Your goal —
Down to the last line below, give the listing again exactly.
START Records to process
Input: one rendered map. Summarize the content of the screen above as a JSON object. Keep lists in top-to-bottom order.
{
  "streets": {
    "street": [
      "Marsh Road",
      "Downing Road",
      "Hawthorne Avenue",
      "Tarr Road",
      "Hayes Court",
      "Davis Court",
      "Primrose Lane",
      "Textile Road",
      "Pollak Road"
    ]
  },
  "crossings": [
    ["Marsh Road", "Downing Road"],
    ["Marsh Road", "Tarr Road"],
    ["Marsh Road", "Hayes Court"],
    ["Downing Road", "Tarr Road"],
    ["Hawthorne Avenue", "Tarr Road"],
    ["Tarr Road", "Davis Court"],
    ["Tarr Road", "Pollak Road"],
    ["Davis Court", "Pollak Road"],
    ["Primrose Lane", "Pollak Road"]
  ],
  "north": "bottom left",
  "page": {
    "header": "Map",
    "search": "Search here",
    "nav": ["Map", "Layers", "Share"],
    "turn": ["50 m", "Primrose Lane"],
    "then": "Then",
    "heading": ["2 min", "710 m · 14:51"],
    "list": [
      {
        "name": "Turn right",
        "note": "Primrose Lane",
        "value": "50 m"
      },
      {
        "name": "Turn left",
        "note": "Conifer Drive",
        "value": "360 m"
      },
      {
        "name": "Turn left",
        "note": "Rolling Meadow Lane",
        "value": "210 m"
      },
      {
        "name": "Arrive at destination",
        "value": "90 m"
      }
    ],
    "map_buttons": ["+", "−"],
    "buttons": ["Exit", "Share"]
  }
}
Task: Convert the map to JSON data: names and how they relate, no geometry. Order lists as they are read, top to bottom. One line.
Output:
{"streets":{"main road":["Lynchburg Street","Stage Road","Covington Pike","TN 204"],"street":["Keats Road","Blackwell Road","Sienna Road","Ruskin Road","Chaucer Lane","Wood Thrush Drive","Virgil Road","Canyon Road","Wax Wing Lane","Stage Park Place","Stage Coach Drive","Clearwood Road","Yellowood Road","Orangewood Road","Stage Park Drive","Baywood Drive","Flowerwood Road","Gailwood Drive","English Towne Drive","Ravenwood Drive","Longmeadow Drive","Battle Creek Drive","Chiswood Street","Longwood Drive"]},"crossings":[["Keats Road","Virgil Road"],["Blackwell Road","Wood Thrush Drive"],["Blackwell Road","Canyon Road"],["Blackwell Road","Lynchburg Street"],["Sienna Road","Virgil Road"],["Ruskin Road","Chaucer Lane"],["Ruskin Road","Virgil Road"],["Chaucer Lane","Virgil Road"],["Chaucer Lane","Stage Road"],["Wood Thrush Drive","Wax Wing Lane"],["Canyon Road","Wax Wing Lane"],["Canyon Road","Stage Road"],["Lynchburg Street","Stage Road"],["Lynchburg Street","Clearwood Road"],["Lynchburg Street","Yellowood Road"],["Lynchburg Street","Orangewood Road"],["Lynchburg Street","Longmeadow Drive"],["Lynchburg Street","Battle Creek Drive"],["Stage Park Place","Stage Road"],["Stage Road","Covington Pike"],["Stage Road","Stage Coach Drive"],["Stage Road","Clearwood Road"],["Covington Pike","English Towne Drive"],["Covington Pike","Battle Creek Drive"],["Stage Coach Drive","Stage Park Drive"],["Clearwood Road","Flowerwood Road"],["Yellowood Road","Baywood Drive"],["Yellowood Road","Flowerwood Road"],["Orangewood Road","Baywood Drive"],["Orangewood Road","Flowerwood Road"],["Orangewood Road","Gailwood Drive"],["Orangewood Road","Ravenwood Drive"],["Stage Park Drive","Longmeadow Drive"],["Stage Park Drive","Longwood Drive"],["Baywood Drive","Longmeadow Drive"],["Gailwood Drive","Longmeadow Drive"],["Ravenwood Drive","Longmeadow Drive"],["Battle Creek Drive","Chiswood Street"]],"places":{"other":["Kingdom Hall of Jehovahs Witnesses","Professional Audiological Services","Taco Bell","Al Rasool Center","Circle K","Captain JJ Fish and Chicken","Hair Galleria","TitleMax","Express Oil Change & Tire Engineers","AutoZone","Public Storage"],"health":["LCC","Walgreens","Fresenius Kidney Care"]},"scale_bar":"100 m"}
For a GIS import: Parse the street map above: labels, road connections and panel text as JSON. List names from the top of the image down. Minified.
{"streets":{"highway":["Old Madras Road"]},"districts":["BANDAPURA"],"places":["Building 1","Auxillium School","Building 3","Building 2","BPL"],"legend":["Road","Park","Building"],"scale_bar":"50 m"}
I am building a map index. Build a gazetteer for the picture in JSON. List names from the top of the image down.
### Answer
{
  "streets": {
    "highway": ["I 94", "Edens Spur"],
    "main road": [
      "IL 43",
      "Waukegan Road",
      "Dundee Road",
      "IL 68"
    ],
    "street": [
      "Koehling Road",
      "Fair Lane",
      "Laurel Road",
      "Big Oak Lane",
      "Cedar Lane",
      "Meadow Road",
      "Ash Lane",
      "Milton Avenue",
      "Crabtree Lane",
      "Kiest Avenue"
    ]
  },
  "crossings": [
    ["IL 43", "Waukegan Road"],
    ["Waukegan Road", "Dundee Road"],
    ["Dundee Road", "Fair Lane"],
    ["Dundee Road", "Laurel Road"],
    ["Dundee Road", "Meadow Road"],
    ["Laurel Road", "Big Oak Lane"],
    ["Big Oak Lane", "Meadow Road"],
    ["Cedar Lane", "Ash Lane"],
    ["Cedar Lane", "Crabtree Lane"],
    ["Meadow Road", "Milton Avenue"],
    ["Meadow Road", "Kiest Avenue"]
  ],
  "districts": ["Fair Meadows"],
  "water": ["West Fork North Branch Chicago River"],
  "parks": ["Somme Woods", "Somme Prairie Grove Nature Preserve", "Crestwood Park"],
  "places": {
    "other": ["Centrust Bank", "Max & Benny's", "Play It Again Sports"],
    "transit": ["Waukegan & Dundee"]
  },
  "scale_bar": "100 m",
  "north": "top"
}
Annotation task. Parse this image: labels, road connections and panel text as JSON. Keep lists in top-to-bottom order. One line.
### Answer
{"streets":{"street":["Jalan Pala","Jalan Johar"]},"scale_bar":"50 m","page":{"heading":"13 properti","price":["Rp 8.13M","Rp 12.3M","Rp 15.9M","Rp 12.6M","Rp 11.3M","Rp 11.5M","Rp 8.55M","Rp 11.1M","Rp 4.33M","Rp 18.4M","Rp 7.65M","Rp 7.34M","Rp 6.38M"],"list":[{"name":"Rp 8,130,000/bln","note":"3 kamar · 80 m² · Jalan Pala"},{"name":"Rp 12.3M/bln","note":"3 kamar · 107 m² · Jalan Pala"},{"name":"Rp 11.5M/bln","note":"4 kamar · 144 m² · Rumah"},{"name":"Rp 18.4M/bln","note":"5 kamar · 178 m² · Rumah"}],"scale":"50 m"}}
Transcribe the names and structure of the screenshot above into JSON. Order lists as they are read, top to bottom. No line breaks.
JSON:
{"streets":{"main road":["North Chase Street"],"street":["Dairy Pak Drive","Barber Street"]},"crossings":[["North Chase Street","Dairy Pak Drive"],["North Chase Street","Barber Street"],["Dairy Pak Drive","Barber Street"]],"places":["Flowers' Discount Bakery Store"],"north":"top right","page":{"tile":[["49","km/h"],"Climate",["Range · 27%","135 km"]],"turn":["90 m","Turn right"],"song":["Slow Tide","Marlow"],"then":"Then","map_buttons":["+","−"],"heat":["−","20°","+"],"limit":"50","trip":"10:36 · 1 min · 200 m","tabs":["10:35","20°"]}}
END Records to process
Worked solution —
Input: one rendered map. Summarize the content of the screen above as a JSON object. Keep lists in top-to-bottom order.
{
  "streets": {
    "street": [
      "Marsh Road",
      "Downing Road",
      "Hawthorne Avenue",
      "Tarr Road",
      "Hayes Court",
      "Davis Court",
      "Primrose Lane",
      "Textile Road",
      "Pollak Road"
    ]
  },
  "crossings": [
    ["Marsh Road", "Downing Road"],
    ["Marsh Road", "Tarr Road"],
    ["Marsh Road", "Hayes Court"],
    ["Downing Road", "Tarr Road"],
    ["Hawthorne Avenue", "Tarr Road"],
    ["Tarr Road", "Davis Court"],
    ["Tarr Road", "Pollak Road"],
    ["Davis Court", "Pollak Road"],
    ["Primrose Lane", "Pollak Road"]
  ],
  "north": "bottom left",
  "page": {
    "header": "Map",
    "search": "Search here",
    "nav": ["Map", "Layers", "Share"],
    "turn": ["50 m", "Primrose Lane"],
    "then": "Then",
    "heading": ["2 min", "710 m · 14:51"],
    "list": [
      {
        "name": "Turn right",
        "note": "Primrose Lane",
        "value": "50 m"
      },
      {
        "name": "Turn left",
        "note": "Conifer Drive",
        "value": "360 m"
      },
      {
        "name": "Turn left",
        "note": "Rolling Meadow Lane",
        "value": "210 m"
      },
      {
        "name": "Arrive at destination",
        "value": "90 m"
      }
    ],
    "map_buttons": ["+", "−"],
    "buttons": ["Exit", "Share"]
  }
}
Task: Convert the map to JSON data: names and how they relate, no geometry. Order lists as they are read, top to bottom. One line.
Output:
{"streets":{"main road":["Lynchburg Street","Stage Road","Covington Pike","TN 204"],"street":["Keats Road","Blackwell Road","Sienna Road","Ruskin Road","Chaucer Lane","Wood Thrush Drive","Virgil Road","Canyon Road","Wax Wing Lane","Stage Park Place","Stage Coach Drive","Clearwood Road","Yellowood Road","Orangewood Road","Stage Park Drive","Baywood Drive","Flowerwood Road","Gailwood Drive","English Towne Drive","Ravenwood Drive","Longmeadow Drive","Battle Creek Drive","Chiswood Street","Longwood Drive"]},"crossings":[["Keats Road","Virgil Road"],["Blackwell Road","Wood Thrush Drive"],["Blackwell Road","Canyon Road"],["Blackwell Road","Lynchburg Street"],["Sienna Road","Virgil Road"],["Ruskin Road","Chaucer Lane"],["Ruskin Road","Virgil Road"],["Chaucer Lane","Virgil Road"],["Chaucer Lane","Stage Road"],["Wood Thrush Drive","Wax Wing Lane"],["Canyon Road","Wax Wing Lane"],["Canyon Road","Stage Road"],["Lynchburg Street","Stage Road"],["Lynchburg Street","Clearwood Road"],["Lynchburg Street","Yellowood Road"],["Lynchburg Street","Orangewood Road"],["Lynchburg Street","Longmeadow Drive"],["Lynchburg Street","Battle Creek Drive"],["Stage Park Place","Stage Road"],["Stage Road","Covington Pike"],["Stage Road","Stage Coach Drive"],["Stage Road","Clearwood Road"],["Covington Pike","English Towne Drive"],["Covington Pike","Battle Creek Drive"],["Stage Coach Drive","Stage Park Drive"],["Clearwood Road","Flowerwood Road"],["Yellowood Road","Baywood Drive"],["Yellowood Road","Flowerwood Road"],["Orangewood Road","Baywood Drive"],["Orangewood Road","Flowerwood Road"],["Orangewood Road","Gailwood Drive"],["Orangewood Road","Ravenwood Drive"],["Stage Park Drive","Longmeadow Drive"],["Stage Park Drive","Longwood Drive"],["Baywood Drive","Longmeadow Drive"],["Gailwood Drive","Longmeadow Drive"],["Ravenwood Drive","Longmeadow Drive"],["Battle Creek Drive","Chiswood Street"]],"places":{"other":["Kingdom Hall of Jehovahs Witnesses","Professional Audiological Services","Taco Bell","Al Rasool Center","Circle K","Captain JJ Fish and Chicken","Hair Galleria","TitleMax","Express Oil Change & Tire Engineers","AutoZone","Public Storage"],"health":["LCC","Walgreens","Fresenius Kidney Care"]},"scale_bar":"100 m"}
For a GIS import: Parse the street map above: labels, road connections and panel text as JSON. List names from the top of the image down. Minified.
{"streets":{"highway":["Old Madras Road"]},"districts":["BANDAPURA"],"places":["Building 1","Auxillium School","Building 3","Building 2","BPL"],"legend":["Road","Park","Building"],"scale_bar":"50 m"}
I am building a map index. Build a gazetteer for the picture in JSON. List names from the top of the image down.
### Answer
{
  "streets": {
    "highway": ["I 94", "Edens Spur"],
    "main road": [
      "IL 43",
      "Waukegan Road",
      "Dundee Road",
      "IL 68"
    ],
    "street": [
      "Koehling Road",
      "Fair Lane",
      "Laurel Road",
      "Big Oak Lane",
      "Cedar Lane",
      "Meadow Road",
      "Ash Lane",
      "Milton Avenue",
      "Crabtree Lane",
      "Kiest Avenue"
    ]
  },
  "crossings": [
    ["IL 43", "Waukegan Road"],
    ["Waukegan Road", "Dundee Road"],
    ["Dundee Road", "Fair Lane"],
    ["Dundee Road", "Laurel Road"],
    ["Dundee Road", "Meadow Road"],
    ["Laurel Road", "Big Oak Lane"],
    ["Big Oak Lane", "Meadow Road"],
    ["Cedar Lane", "Ash Lane"],
    ["Cedar Lane", "Crabtree Lane"],
    ["Meadow Road", "Milton Avenue"],
    ["Meadow Road", "Kiest Avenue"]
  ],
  "districts": ["Fair Meadows"],
  "water": ["West Fork North Branch Chicago River"],
  "parks": ["Somme Woods", "Somme Prairie Grove Nature Preserve", "Crestwood Park"],
  "places": {
    "other": ["Centrust Bank", "Max & Benny's", "Play It Again Sports"],
    "transit": ["Waukegan & Dundee"]
  },
  "scale_bar": "100 m",
  "north": "top"
}
Annotation task. Parse this image: labels, road connections and panel text as JSON. Keep lists in top-to-bottom order. One line.
### Answer
{"streets":{"street":["Jalan Pala","Jalan Johar"]},"scale_bar":"50 m","page":{"heading":"13 properti","price":["Rp 8.13M","Rp 12.3M","Rp 15.9M","Rp 12.6M","Rp 11.3M","Rp 11.5M","Rp 8.55M","Rp 11.1M","Rp 4.33M","Rp 18.4M","Rp 7.65M","Rp 7.34M","Rp 6.38M"],"list":[{"name":"Rp 8,130,000/bln","note":"3 kamar · 80 m² · Jalan Pala"},{"name":"Rp 12.3M/bln","note":"3 kamar · 107 m² · Jalan Pala"},{"name":"Rp 11.5M/bln","note":"4 kamar · 144 m² · Rumah"},{"name":"Rp 18.4M/bln","note":"5 kamar · 178 m² · Rumah"}],"scale":"50 m"}}
Transcribe the names and structure of the screenshot above into JSON. Order lists as they are read, top to bottom. No line breaks.
JSON:
{"streets":{"main road":["North Chase Street"],"street":["Dairy Pak Drive","Barber Street"]},"crossings":[["North Chase Street","Dairy Pak Drive"],["North Chase Street","Barber Street"],["Dairy Pak Drive","Barber Street"]],"places":["Flowers' Discount Bakery Store"],"north":"top right","page":{"tile":[["49","km/h"],"Climate",["Range · 27%","135 km"]],"turn":["90 m","Turn right"],"song":["Slow Tide","Marlow"],"then":"Then","map_buttons":["+","−"],"heat":["−","20°","+"],"limit":"50","trip":"10:36 · 1 min · 200 m","tabs":["10:35","20°"]}}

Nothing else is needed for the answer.